Peter Paul Galligan
Born on 20 June 1888 in Carrigallen, Co. Leitrim, Galligan attended school at St. Patrick’s in Cavan. He went to Dublin in 1907 to serve his time as a draper and joined the I.R.B. in 1910. He joined the Irish Volunteers after its formation in 1913. He took part in the Howth gun running in 1914 and was later appointed Captain of G Company 2nd Battalion Dublin Brigade. Robert Monteith of Wicklow and Ned Daly (1916 Leader) were among his superiors at this time. He was on guard duty at O’Donovan Rossa’s funeral in 1915 while a staff officer to Thomas McDonagh who was then Director of Training.
After a dispute within the Enniscorthy Volunteers in 1915, Galligan took charge of the advanced training of the unit who were considered to be the finest in Co. Wexford. There he took up a job in Bolger’s Drapery.

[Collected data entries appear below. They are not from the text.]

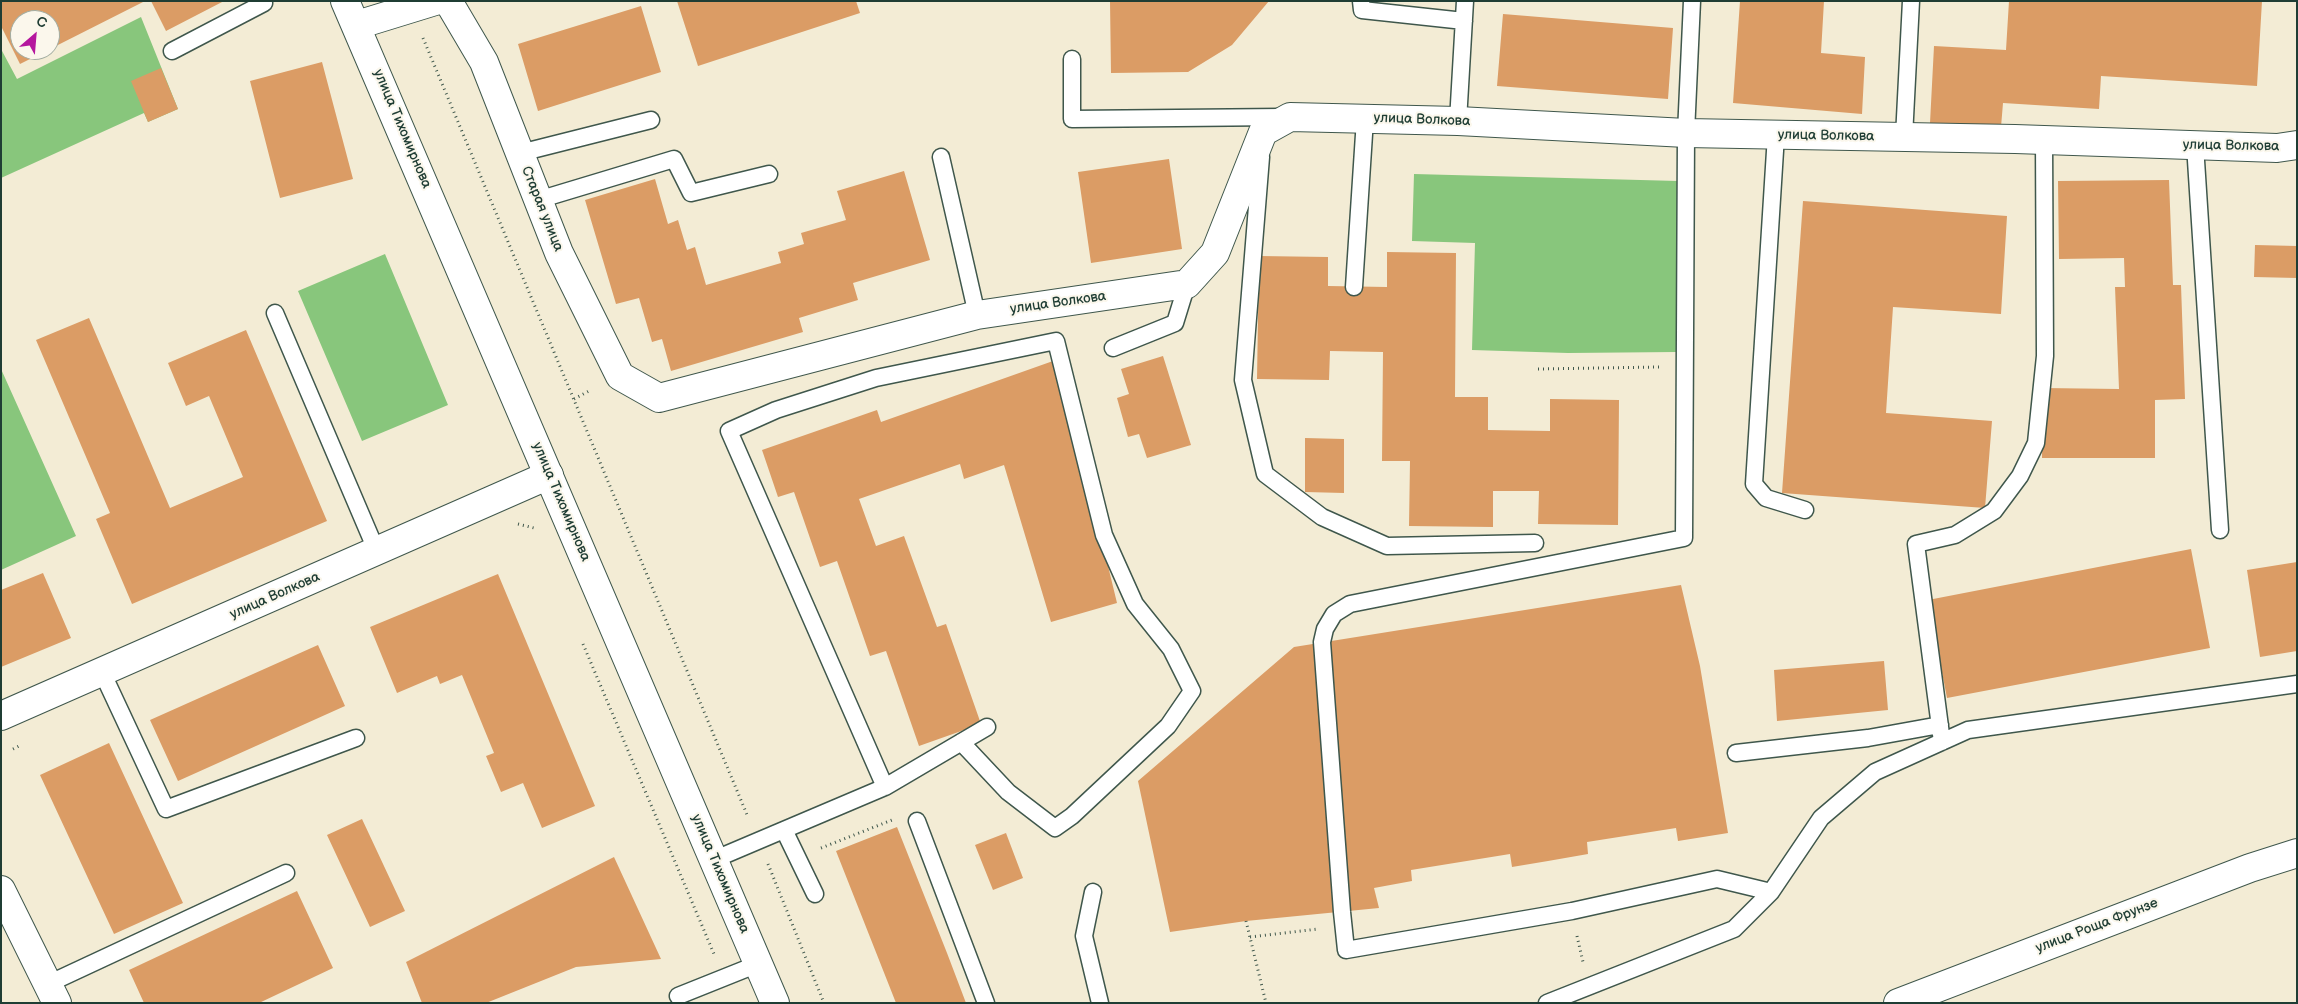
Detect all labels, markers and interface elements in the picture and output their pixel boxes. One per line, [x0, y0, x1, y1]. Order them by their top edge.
north arrow [10, 10, 60, 60]
text: С [33, 12, 50, 32]
street label: улица Тихомирнова [369, 67, 435, 191]
street label: улица Волкова [1373, 110, 1471, 130]
street label: улица Волкова [1778, 127, 1874, 145]
street label: улица Волкова [2183, 137, 2279, 155]
street label: Старая улица [517, 164, 567, 254]
street label: улица Волкова [1009, 288, 1107, 318]
street label: улица Тихомирнова [528, 440, 594, 564]
street label: улица Волкова [227, 569, 323, 623]
street label: улица Тихомирнова [687, 812, 753, 936]
street label: улица Роща Фрунзе [2033, 895, 2161, 957]

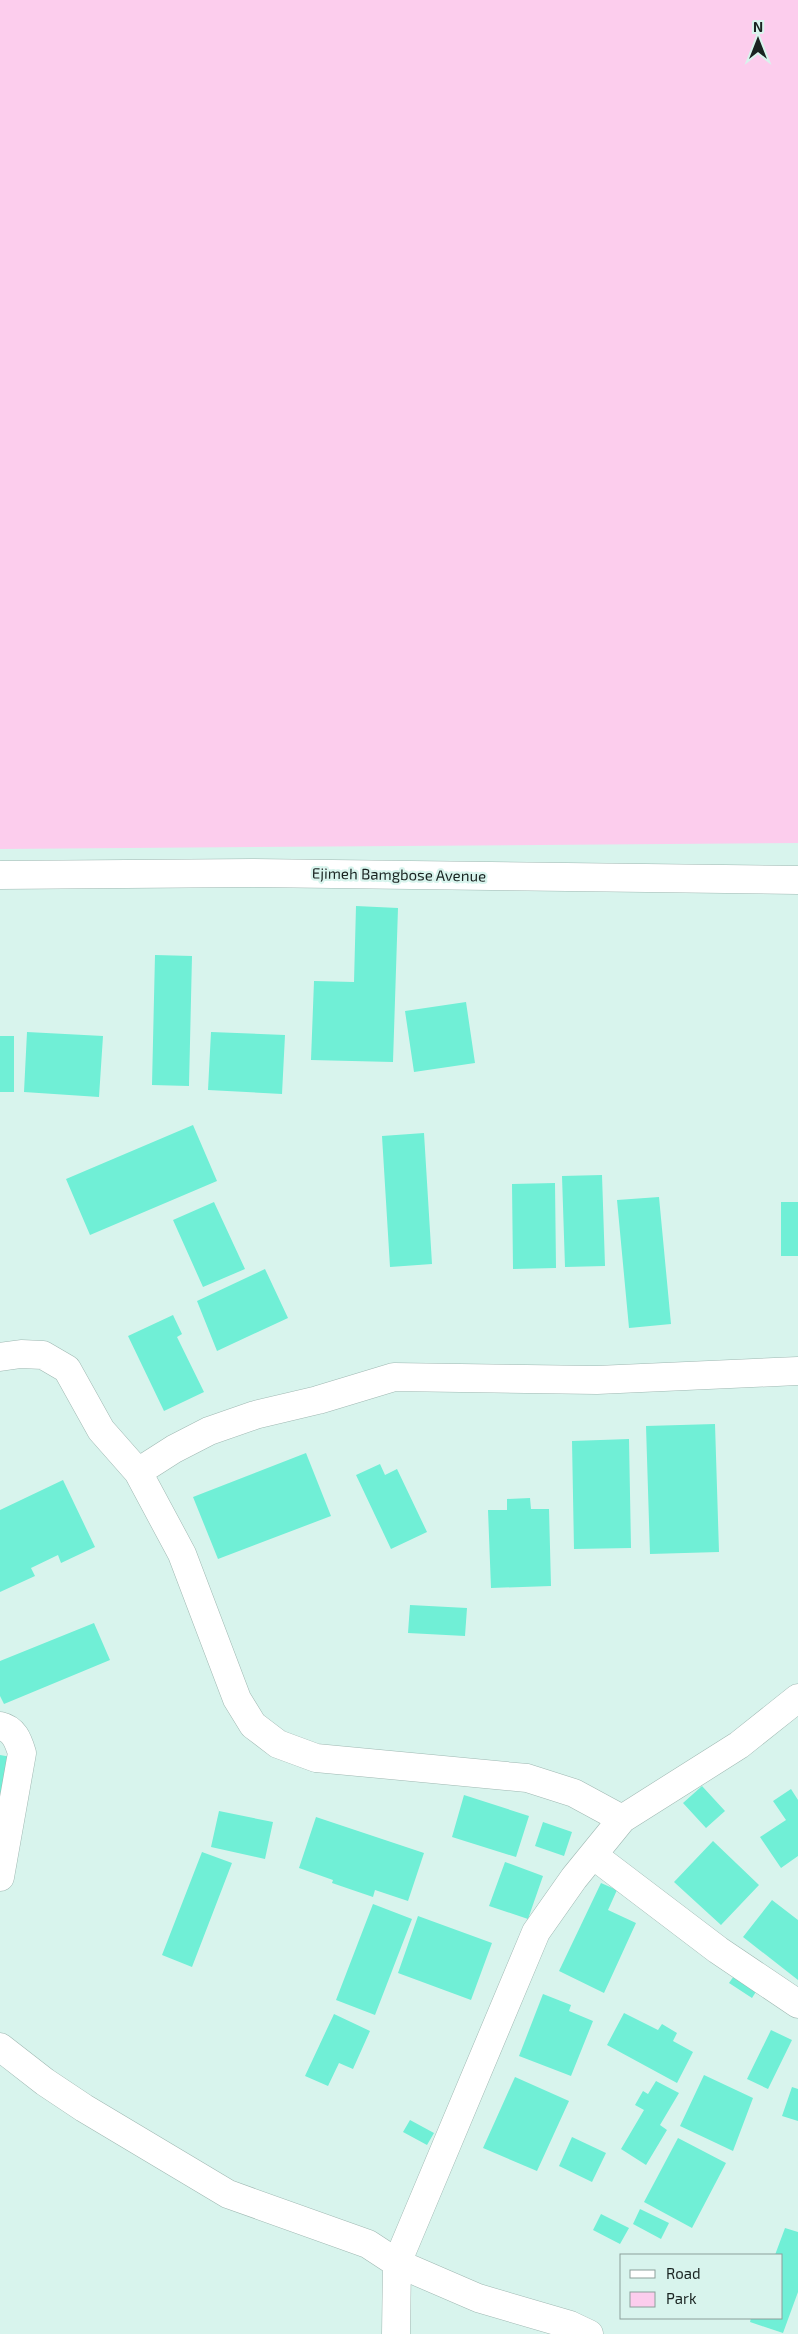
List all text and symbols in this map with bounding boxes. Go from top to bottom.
north arrow [733,15,783,65]
text: N [753,18,763,35]
street label: Ejimeh Bamgbose Avenue [312,863,486,886]
legend [620,2254,783,2319]
text: Road [666,2264,701,2282]
text: Park [666,2289,697,2307]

On Easter Saturday he travelled to Dublin to get clarification from the leaders due to the confusion whether the Rising would take place or not. On Easter Monday he was instructed by James Connolly to go back to Enniscorthy and hold the railway line to hinder the transport of British troops potentially arriving from Wexford.
After the surrender of the Enniscorthy Volunteers (one of the last in the country), Galligan was subsequently arrested and sentenced to five years penal servitude. He was interned in Dartmoor prison in England together with Eamon De Valera, Thomas Ashe and Eoin McNeill, all in solitary confinement. Later he served in Lewes Jail and then in Parkhurst before being released in 1917.